Post exam jitters getting worse and worse

This has been a reoccurring theme during my CFA journey.

I feel the best right after the exam. Then it’s all downhill from there. The closer the results day becomes, the worse I feel.

2016 LEVEL 1 (PASS)

Felt “OK” after the exam. Few days before the results, I was on nervous breakdown mode. I passed scoring the max points in every category (this was back then when your scores were marked “below 50%” “between 50-70%” and “above 70%”

2017 LEVEL 2 (BAND 10 FAIL)

Felt that I had been bent over and taken advantage off by a roman cohort. Few days before the results, I had accepted my faith of not passing. The band fail 10 did not come as a huge surprise.

2018 LEVEL 2 (PASS)

Felt like million bucks after the exam. I knew I was going to pass. No doubt about it. 2 months later…not so sure anymore. Passed in Top-10% all the while getting dummied by ethics.

2019 Level (TBD)

Felt fine. Highly confident that I’ll pass. AM section was difficult but only one question was completely unfamiliar to me. PM was relatively easy and I felt great. Now, 3 weeks later, I’m not so sure anymore. I can only recall the questions which I struggled with. By end of august, I’ll again be stressed like no other.

Anyone else have these same feelings? THe more time passes after the exam, the worse you think you did?

Still as confident as i was days after the exam.

Feeling compares to the amount of confidence i had after doing (and passing) L2 for the second time. (first time band 9, knew it would be a lucky pass that time)

That’s always the case for me. The most accurate assessment of you did before we get results is how you felt immediately after.

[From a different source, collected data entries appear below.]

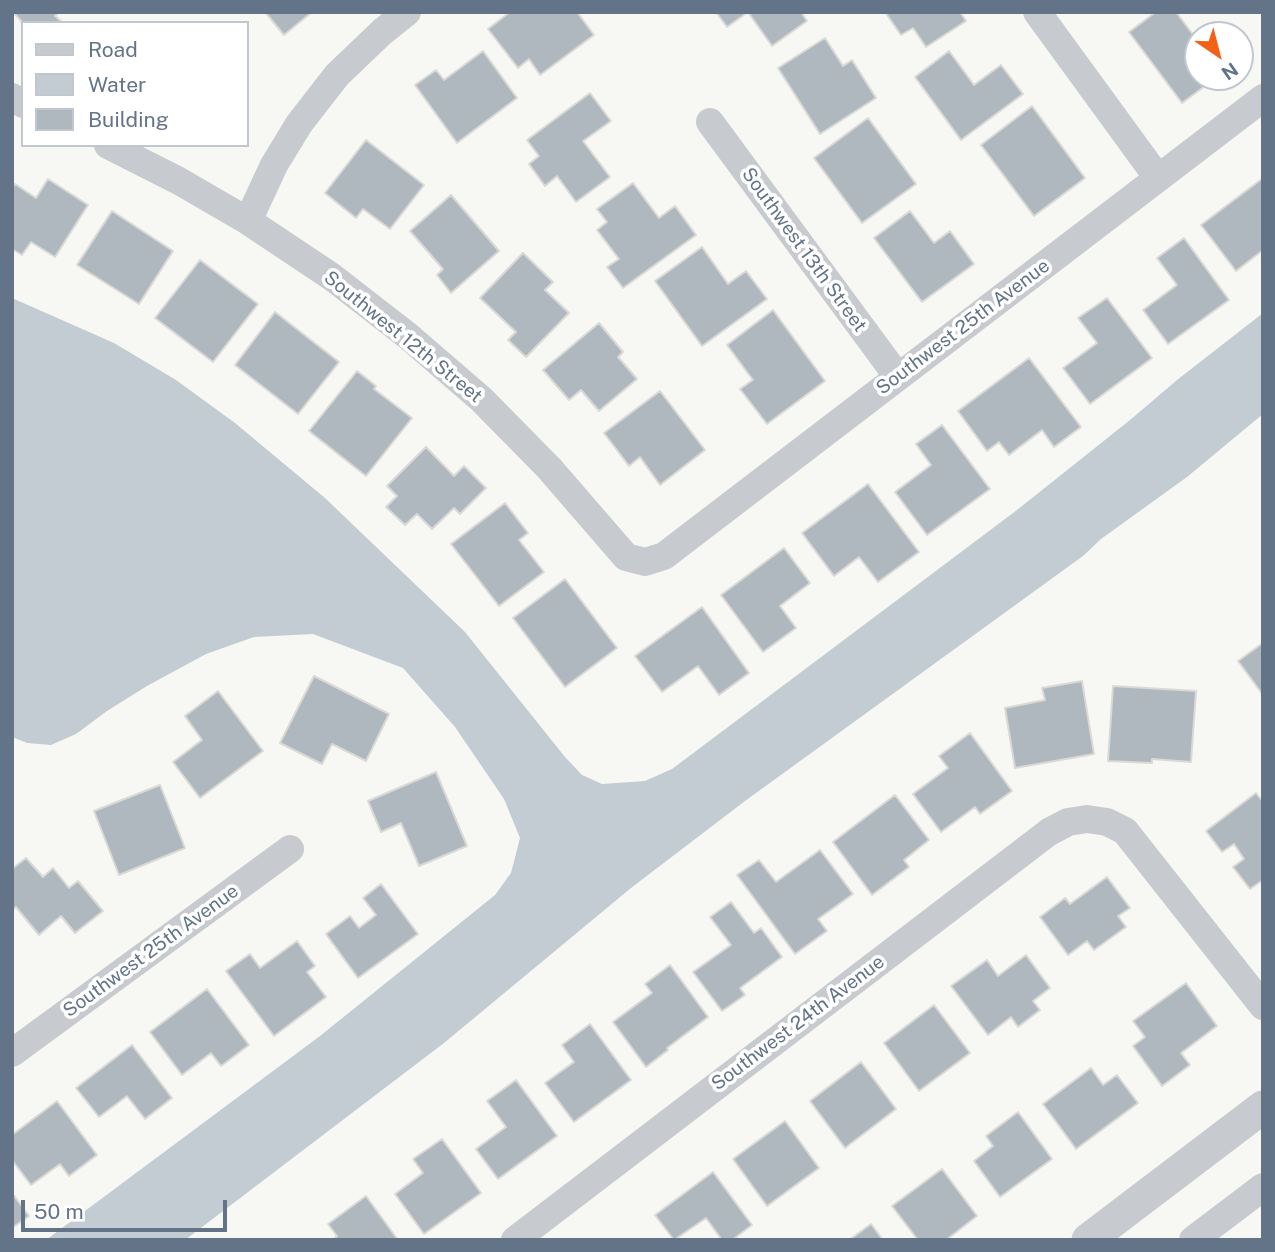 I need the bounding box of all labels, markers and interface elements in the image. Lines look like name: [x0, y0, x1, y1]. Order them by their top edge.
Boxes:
legend: [21, 21, 248, 147]
north arrow: [1184, 21, 1254, 91]
text: Road: [88, 37, 138, 62]
text: N: [1218, 58, 1242, 85]
text: Water: [88, 72, 146, 97]
text: Building: [88, 107, 169, 132]
street label: Southwest 13th Street: [737, 163, 871, 337]
street label: Southwest 25th Avenue: [872, 254, 1054, 400]
street label: Southwest 12th Street: [319, 266, 487, 408]
street label: Southwest 25th Avenue: [59, 880, 243, 1022]
street label: Southwest 24th Avenue: [707, 950, 889, 1096]
scale bar: [24, 1186, 231, 1230]
text: 50 m: [34, 1199, 84, 1224] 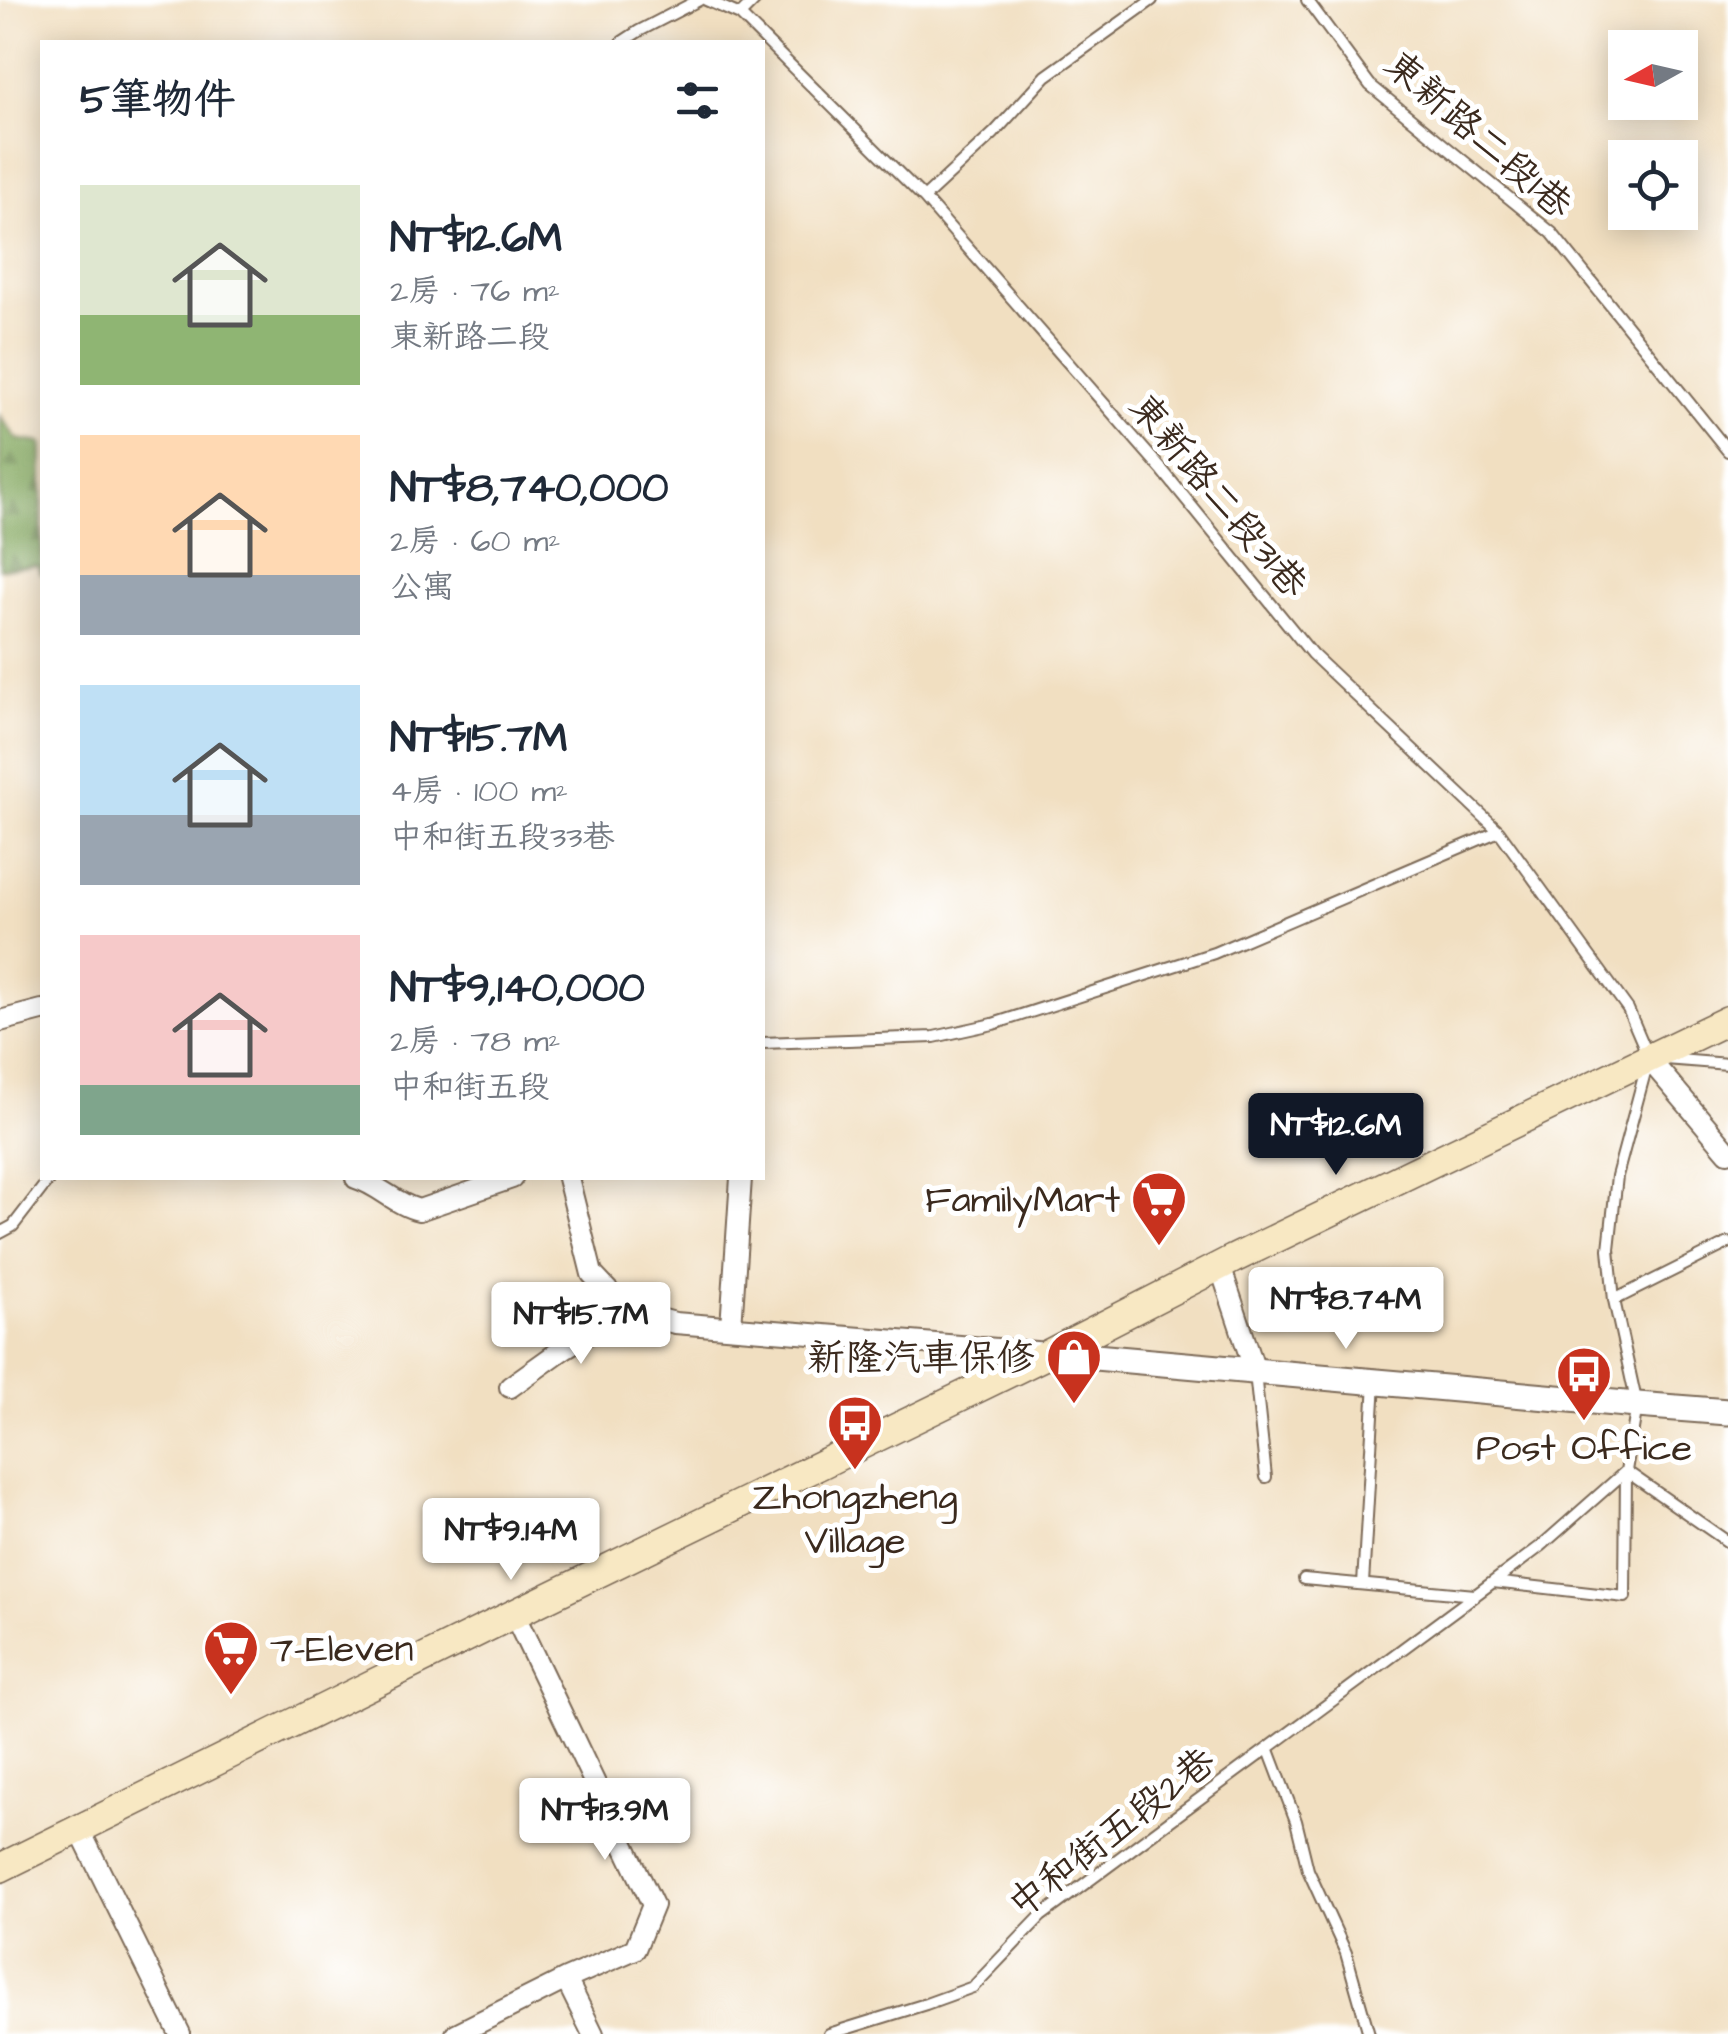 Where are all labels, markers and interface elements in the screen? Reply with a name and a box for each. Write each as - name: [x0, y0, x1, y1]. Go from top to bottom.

Most people second guess themselves and only remember and stew on those questions that gave them the most trouble as time passes.

Ms1 I agree with you but I still feel increasingly uncomfortable. I do ceaseless mental calculations of my score, stress testing AM or PM or both, and seeing myself not passing. I passed L1 and L2 on both attempts (December - June track).

Immediately after the exam I felt it was a pass. But I will not feel confident until I see the congratulations e-mail (whenever that is).

I was able somehow to predict level 2 results with some certainty. This level is almost impossible,

The PM has so many traps, so you may feel you picked the right answer, while in reality you’ve been tricked into the wrong answer.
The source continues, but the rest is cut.